Being at semiliberty felt strange after months on a training course and two weeks in a clinic, like release from an unusual incarceration. On the train, she whiled away a couple of hours catching up with her FB friends: seeing who’d changed jobs, married, gotten ill, had babies, gotten cats. But there was something curiously distancing about observing her ex-classmates from college and high school at this remove, as if she were watching them in a zoo, from the other side of a wired glass window. It felt dishonest. I’m on my own, she realized. When she’d been struggling for acting gigs and casual employment, she’d just been another Generation Zer. But now she was locked into something much larger, a cog in a huge, invisible machine. Even if she broke security and tried to explain herself to her friends, most of them wouldn’t understand: they’d be like dogs barking at a lecture on the semiotics of Shakespeare.
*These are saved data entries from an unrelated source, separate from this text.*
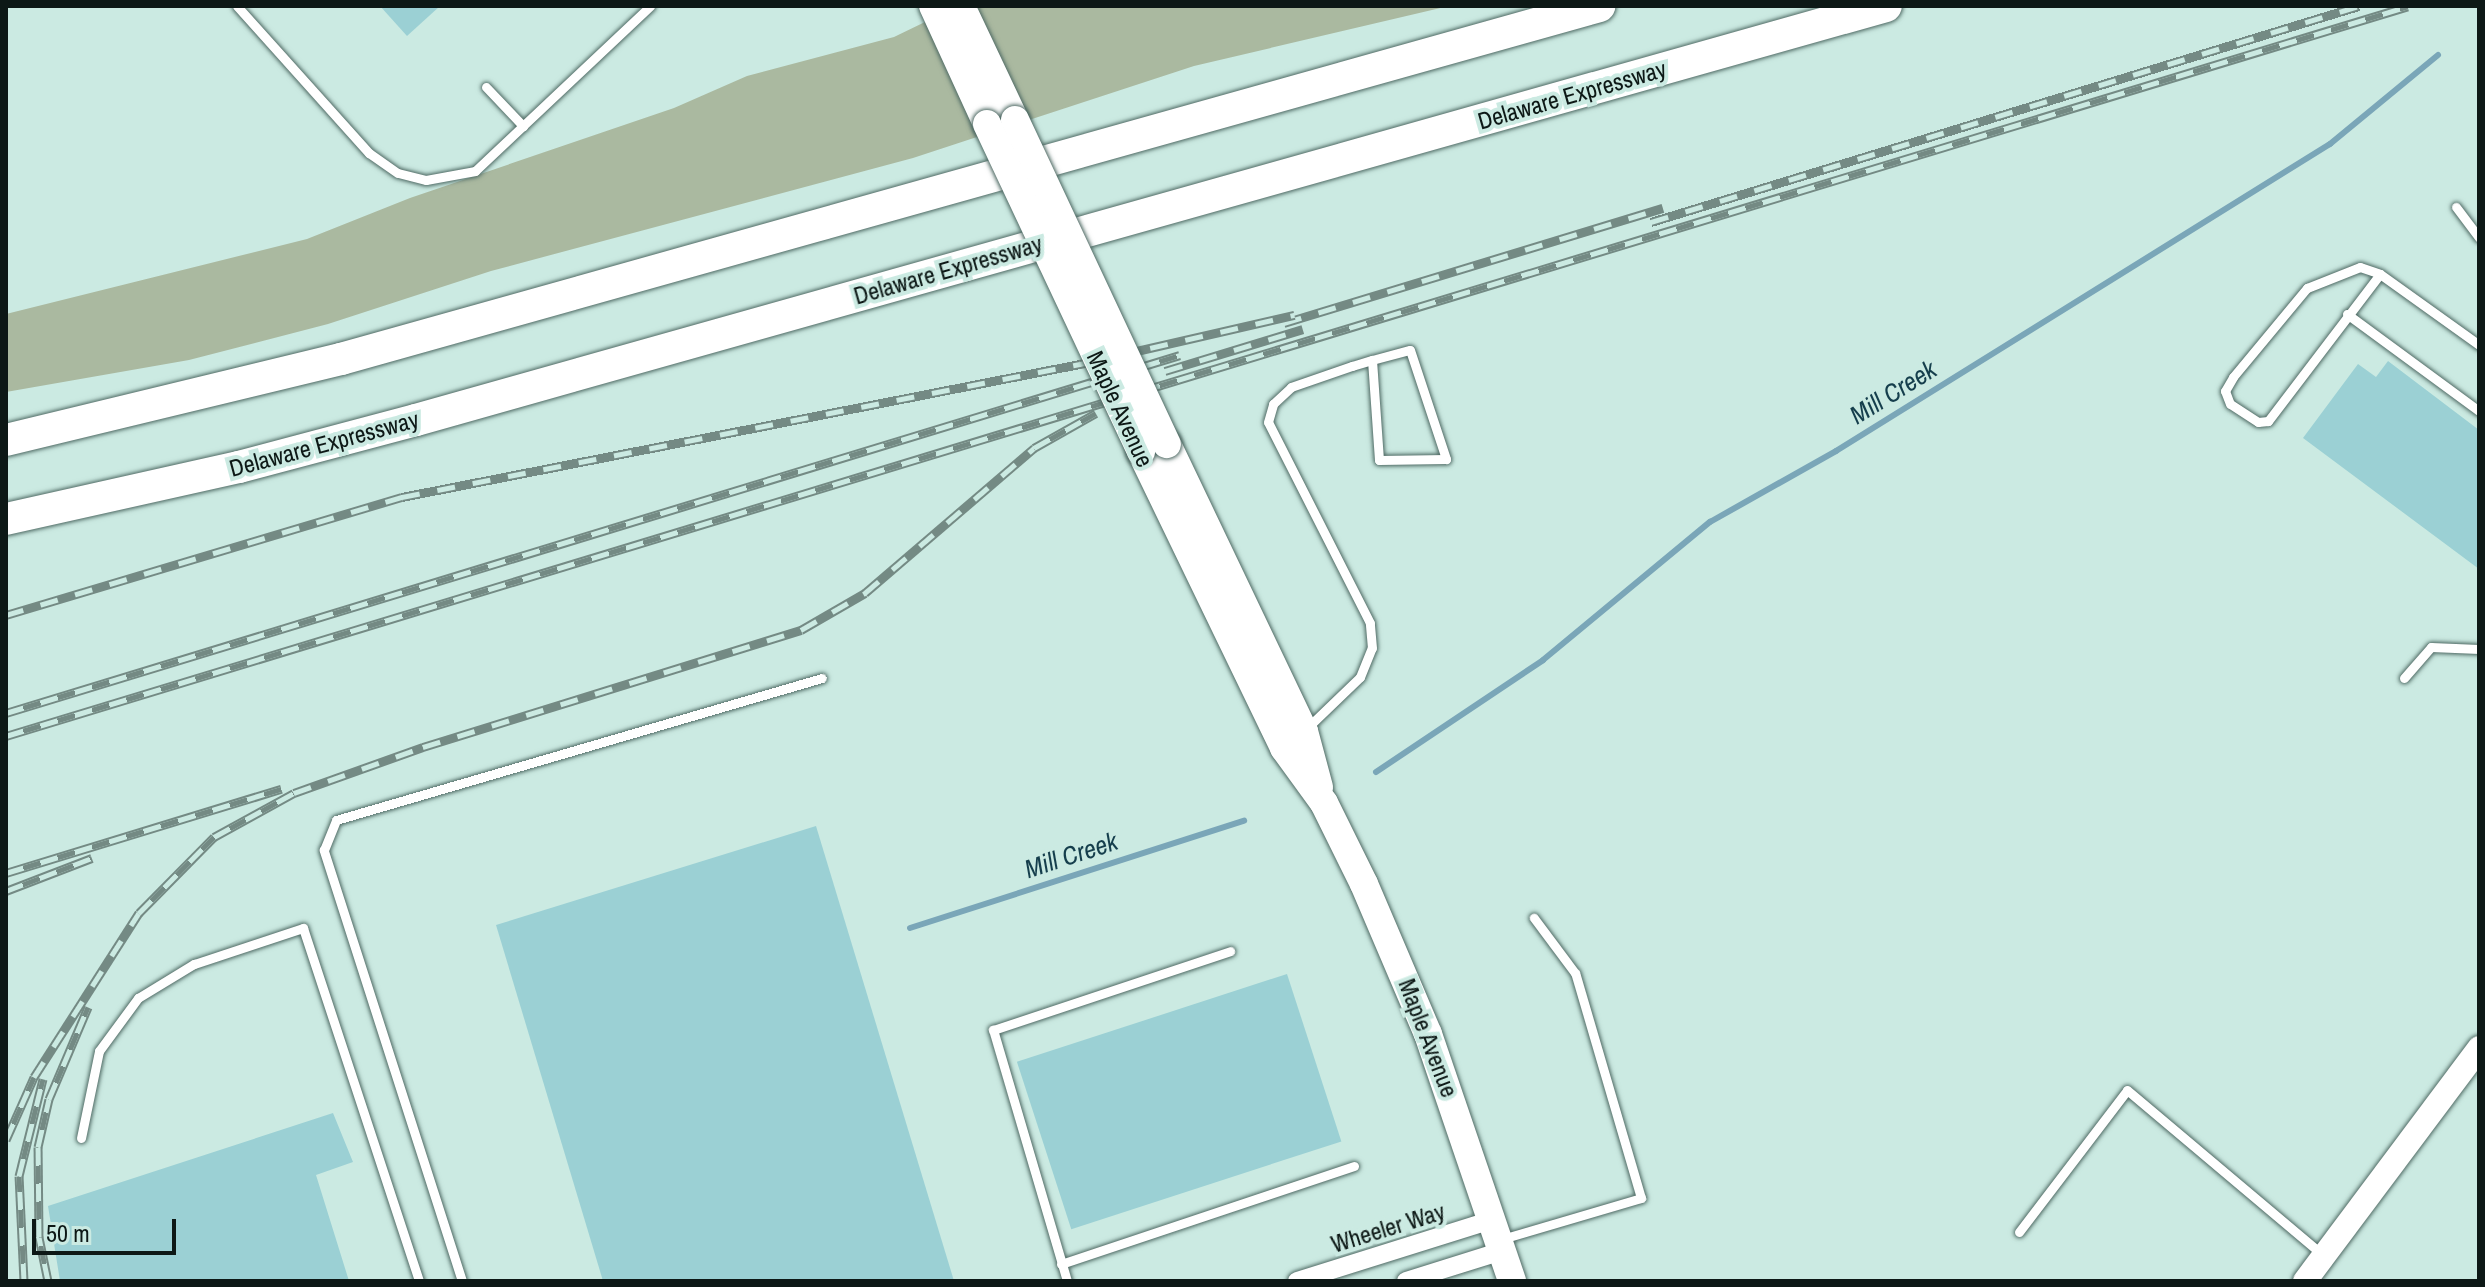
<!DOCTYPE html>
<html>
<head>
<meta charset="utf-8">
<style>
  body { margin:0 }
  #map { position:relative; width:2485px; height:1287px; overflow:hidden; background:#cbeae2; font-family:"Archivo Narrow",sans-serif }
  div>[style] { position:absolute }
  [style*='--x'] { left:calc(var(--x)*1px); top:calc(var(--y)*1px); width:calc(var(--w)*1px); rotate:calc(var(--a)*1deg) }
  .green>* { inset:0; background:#aab9a0 }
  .stream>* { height:6px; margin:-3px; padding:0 3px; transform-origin:3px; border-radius:3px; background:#7aa6b8 }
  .building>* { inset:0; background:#9bd0d4; transform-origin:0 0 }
  .roads { filter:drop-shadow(0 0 2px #4f6a64) drop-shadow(0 0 2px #4f6a64) }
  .lane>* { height:9px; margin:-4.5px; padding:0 4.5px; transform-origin:4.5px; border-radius:4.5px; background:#fff }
  .street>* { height:18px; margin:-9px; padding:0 9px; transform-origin:9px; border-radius:9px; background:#fff }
  .secondary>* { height:24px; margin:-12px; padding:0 12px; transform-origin:12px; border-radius:12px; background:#fff }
  .primary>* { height:28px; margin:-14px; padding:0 14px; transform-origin:14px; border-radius:14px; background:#fff }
  .highway>* { height:32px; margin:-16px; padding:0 16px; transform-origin:16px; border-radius:16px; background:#fff }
  .rail>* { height:9px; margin-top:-4.5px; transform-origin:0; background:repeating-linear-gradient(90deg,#cbeae2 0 18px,#748a84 0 36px); box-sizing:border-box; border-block:2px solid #748a84 }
  .bridges { filter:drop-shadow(0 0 2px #4f6a64) drop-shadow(0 0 2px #4f6a64) }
  .primary-bridge>* { height:28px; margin:-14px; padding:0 14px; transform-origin:14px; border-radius:14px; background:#fff }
  span { translate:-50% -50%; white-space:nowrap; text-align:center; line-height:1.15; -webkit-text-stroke:8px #cbeae2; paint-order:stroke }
  .street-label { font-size:24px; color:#0d1816 }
  .water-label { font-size:26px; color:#153e4c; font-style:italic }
  .frame { position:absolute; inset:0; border:8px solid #0d1816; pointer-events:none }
  .scale { position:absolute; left:32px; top:1219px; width:144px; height:36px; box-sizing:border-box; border:4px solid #0d1816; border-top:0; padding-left:10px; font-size:24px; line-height:28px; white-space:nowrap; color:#0d1816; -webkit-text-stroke:6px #cbeae2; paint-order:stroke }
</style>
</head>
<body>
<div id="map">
  <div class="green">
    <i style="clip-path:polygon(958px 6px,1449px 6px,1194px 66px,913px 158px,491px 271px,328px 324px,189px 360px,6px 392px,6px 314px,307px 239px,410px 198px,674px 108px,747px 76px,894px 37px)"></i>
  </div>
  <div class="stream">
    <i style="--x:1376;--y:772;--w:201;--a:-33.8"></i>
    <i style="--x:1543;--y:660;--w:217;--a:-39.6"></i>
    <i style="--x:1710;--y:522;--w:145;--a:-29.4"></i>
    <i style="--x:1836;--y:451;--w:582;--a:-31.86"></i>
    <i style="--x:2330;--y:144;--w:140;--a:-39.5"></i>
    <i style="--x:910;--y:928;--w:351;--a:-17.8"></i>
  </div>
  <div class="building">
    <i style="clip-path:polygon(380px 6px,440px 6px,407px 36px)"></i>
    <i style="clip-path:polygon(2388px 361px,2479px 430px,2479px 569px,2303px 438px,2358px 364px,2376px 377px)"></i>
    <i style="clip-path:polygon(816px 826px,954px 1281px,603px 1281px,496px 925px)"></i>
    <i style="left:1287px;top:974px;width:176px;height:284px;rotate:72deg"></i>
    <i style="clip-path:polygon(333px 1113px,353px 1162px,316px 1175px,349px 1281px,60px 1281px,48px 1206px)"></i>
  </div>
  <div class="roads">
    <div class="lane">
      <i style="--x:237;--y:6;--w:198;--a:48.1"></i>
      <i style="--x:369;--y:153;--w:35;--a:35"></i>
      <i style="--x:398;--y:173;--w:29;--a:14"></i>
      <i style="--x:426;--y:180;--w:50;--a:-10.4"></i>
      <i style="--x:475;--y:171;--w:241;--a:-43.3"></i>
      <i style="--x:486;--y:87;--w:54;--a:46.5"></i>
      <i style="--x:2456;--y:207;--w:38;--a:53"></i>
      <i style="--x:2380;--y:274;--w:185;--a:127.3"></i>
      <i style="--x:2268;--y:421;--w:10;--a:174"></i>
      <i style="--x:2258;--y:422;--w:33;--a:-147"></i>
      <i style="--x:2230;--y:404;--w:14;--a:-111"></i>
      <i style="--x:2225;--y:391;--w:16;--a:-60"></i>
      <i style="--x:2233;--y:377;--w:116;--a:-50.3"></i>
      <i style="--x:2307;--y:288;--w:57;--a:-21.6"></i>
      <i style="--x:2360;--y:267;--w:21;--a:19"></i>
      <i style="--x:2380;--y:274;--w:122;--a:35.6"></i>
      <i style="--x:2347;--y:314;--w:164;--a:36.3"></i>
      <i style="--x:2404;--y:678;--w:41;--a:-48.9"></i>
      <i style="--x:2431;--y:647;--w:48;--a:2.4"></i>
      <i style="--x:1306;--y:729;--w:75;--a:-43.9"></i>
      <i style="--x:1360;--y:677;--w:31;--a:-68"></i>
      <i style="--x:1372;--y:648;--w:25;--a:-95"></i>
      <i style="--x:1370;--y:623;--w:225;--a:-116.9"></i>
      <i style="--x:1268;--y:422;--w:19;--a:-74"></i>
      <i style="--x:1273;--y:404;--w:25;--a:-43"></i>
      <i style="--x:1291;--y:387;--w:65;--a:-19"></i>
      <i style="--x:1352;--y:366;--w:21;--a:-17"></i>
      <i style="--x:1372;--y:360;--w:39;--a:-15"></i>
      <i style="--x:1410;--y:350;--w:115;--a:71.7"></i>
      <i style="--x:1446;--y:459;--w:67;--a:179.1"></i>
      <i style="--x:1379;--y:460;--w:100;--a:-94"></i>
      <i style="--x:81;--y:1138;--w:89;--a:-78.3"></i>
      <i style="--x:99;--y:1051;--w:66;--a:-53.7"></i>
      <i style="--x:138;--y:998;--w:66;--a:-31.3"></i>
      <i style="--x:194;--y:964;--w:115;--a:-18.3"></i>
      <i style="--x:303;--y:928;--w:372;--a:71.8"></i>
      <i style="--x:2019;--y:1232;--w:178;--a:-52.7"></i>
      <i style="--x:2127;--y:1090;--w:258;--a:40.1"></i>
      <i style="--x:1502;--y:1239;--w:145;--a:-16.4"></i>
      <i style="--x:1641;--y:1198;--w:234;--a:-106.3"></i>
      <i style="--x:1575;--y:973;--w:69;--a:-126.7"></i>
      <i style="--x:1061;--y:1264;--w:309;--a:-18.5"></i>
      <i style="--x:462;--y:1281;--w:453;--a:-107.8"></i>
      <i style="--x:324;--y:850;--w:32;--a:-68"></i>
      <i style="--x:336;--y:820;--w:506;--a:-16.29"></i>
      <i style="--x:1067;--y:1281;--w:262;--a:-106.4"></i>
      <i style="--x:993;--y:1030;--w:250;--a:-18.4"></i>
    </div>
    <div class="street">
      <i style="--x:1297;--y:1281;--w:204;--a:-17.4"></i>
      <i style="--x:1406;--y:1281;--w:101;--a:-17.4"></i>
    </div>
    <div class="secondary">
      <i style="--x:2305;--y:1281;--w:291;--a:-53.2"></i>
    </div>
    <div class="primary">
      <i style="--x:933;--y:6;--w:130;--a:65.4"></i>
      <i style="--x:961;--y:6;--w:126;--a:64.7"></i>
      <i style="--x:1167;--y:444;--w:318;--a:64.5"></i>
      <i style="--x:1304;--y:731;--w:58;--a:75"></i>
      <i style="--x:1141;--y:452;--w:329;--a:64.2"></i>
      <i style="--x:1284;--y:748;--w:68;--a:54"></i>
      <i style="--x:1324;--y:803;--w:90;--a:63.7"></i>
      <i style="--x:1364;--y:884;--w:163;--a:66.9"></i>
      <i style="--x:1428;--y:1034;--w:261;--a:71.2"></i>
    </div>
    <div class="highway">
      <i style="--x:6;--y:440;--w:345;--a:-13.6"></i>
      <i style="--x:341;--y:359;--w:1307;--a:-15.67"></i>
      <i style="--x:6;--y:519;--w:239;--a:-12.6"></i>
      <i style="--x:239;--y:467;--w:183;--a:-14.9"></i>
      <i style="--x:416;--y:420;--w:1527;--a:-15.73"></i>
    </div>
  </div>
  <div class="rail">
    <i style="--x:1651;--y:222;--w:740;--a:-16.97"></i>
    <i style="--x:1284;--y:323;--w:396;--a:-16.9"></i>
    <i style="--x:1165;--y:371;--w:144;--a:-16.9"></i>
    <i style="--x:6;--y:615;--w:413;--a:-16.6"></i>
    <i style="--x:402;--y:497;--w:691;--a:-11.1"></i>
    <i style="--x:1080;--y:364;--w:220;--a:-12.9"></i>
    <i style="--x:6;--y:713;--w:1227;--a:-16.96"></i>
    <i style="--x:6;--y:736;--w:2510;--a:-16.9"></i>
    <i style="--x:6;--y:873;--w:288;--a:-17"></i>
    <i style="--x:6;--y:891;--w:92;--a:-21"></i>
    <i style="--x:6;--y:1140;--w:69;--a:-66"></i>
    <i style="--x:34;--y:1077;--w:195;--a:-57.4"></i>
    <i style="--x:139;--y:913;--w:107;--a:-45.4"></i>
    <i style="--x:214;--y:837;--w:91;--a:-28.8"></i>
    <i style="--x:294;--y:793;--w:137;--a:-19.6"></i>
    <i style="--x:423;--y:747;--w:396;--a:-17.2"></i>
    <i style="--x:801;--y:630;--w:74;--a:-30"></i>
    <i style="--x:865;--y:593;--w:223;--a:-40.6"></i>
    <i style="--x:1034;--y:448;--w:71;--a:-29.4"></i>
    <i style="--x:24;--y:1281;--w:105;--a:-92.7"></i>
    <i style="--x:19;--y:1176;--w:100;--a:-76.1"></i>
    <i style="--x:48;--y:1281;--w:45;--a:-101.6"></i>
    <i style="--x:39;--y:1237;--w:90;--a:-90.6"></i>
    <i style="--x:38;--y:1147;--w:49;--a:-77.1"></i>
    <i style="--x:49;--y:1099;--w:100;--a:-67"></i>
  </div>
  <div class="bridges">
    <div class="primary-bridge">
      <i style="--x:1015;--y:120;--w:358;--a:64.9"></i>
      <i style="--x:987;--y:124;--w:362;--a:64.8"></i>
    </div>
  </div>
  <div class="street-label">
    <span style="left:1572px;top:95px;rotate:-16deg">Delaware Expressway</span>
    <span style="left:948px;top:270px;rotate:-16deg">Delaware Expressway</span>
    <span style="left:1120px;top:409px;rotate:65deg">Maple Avenue</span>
    <span style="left:324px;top:444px;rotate:-15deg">Delaware Expressway</span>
    <span style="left:1428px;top:1038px;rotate:69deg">Maple Avenue</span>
    <span style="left:1388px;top:1228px;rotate:-17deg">Wheeler Way</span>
  </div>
  <div class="water-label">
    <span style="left:1893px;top:392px;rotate:-32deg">Mill Creek</span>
    <span style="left:1071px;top:855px;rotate:-18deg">Mill Creek</span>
  </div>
  <div class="frame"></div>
  <div class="scale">50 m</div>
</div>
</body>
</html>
If they did understand her, it would be even worse. It would mean they were wolves in the night, hunting for security leaks.

When FB got old, she logged on to a couple of geocachers’ boards. But then second thoughts arrived. She had a job that involved working for professional paranoids. It had been bad enough explaining geocaching during that polygraph interrogation: what if they were watching her? Worse, what if the watchers didn’t know it was harmless? Geocaching had gotten started as a popular hobby that mimicked old-school tradecraft. Then—as group activities tend to over time—it had gotten more complicated. These days, teams competed to muggle each other’s caches and intercept cyphered communications in travel bugs; it looked so like the real thing that the risk of coming to the attention of people with absolutely no sense of humor whatsoever could not be discounted, just as one who works for the post office might want to rethink the wisdom of using photographs of their coworkers as targets on the firing range.

Rita was beginning to realize that the DHS had inadvertently dropped a neutron bomb on her social life, destroying her personal relationships—even her hobbies—but leaving the bare-walled buildings of her experiences and skills intact. It didn’t hurt: like waking up to a tooth with a dead root that hadn’t succumbed to infection yet, the pain lay in the future.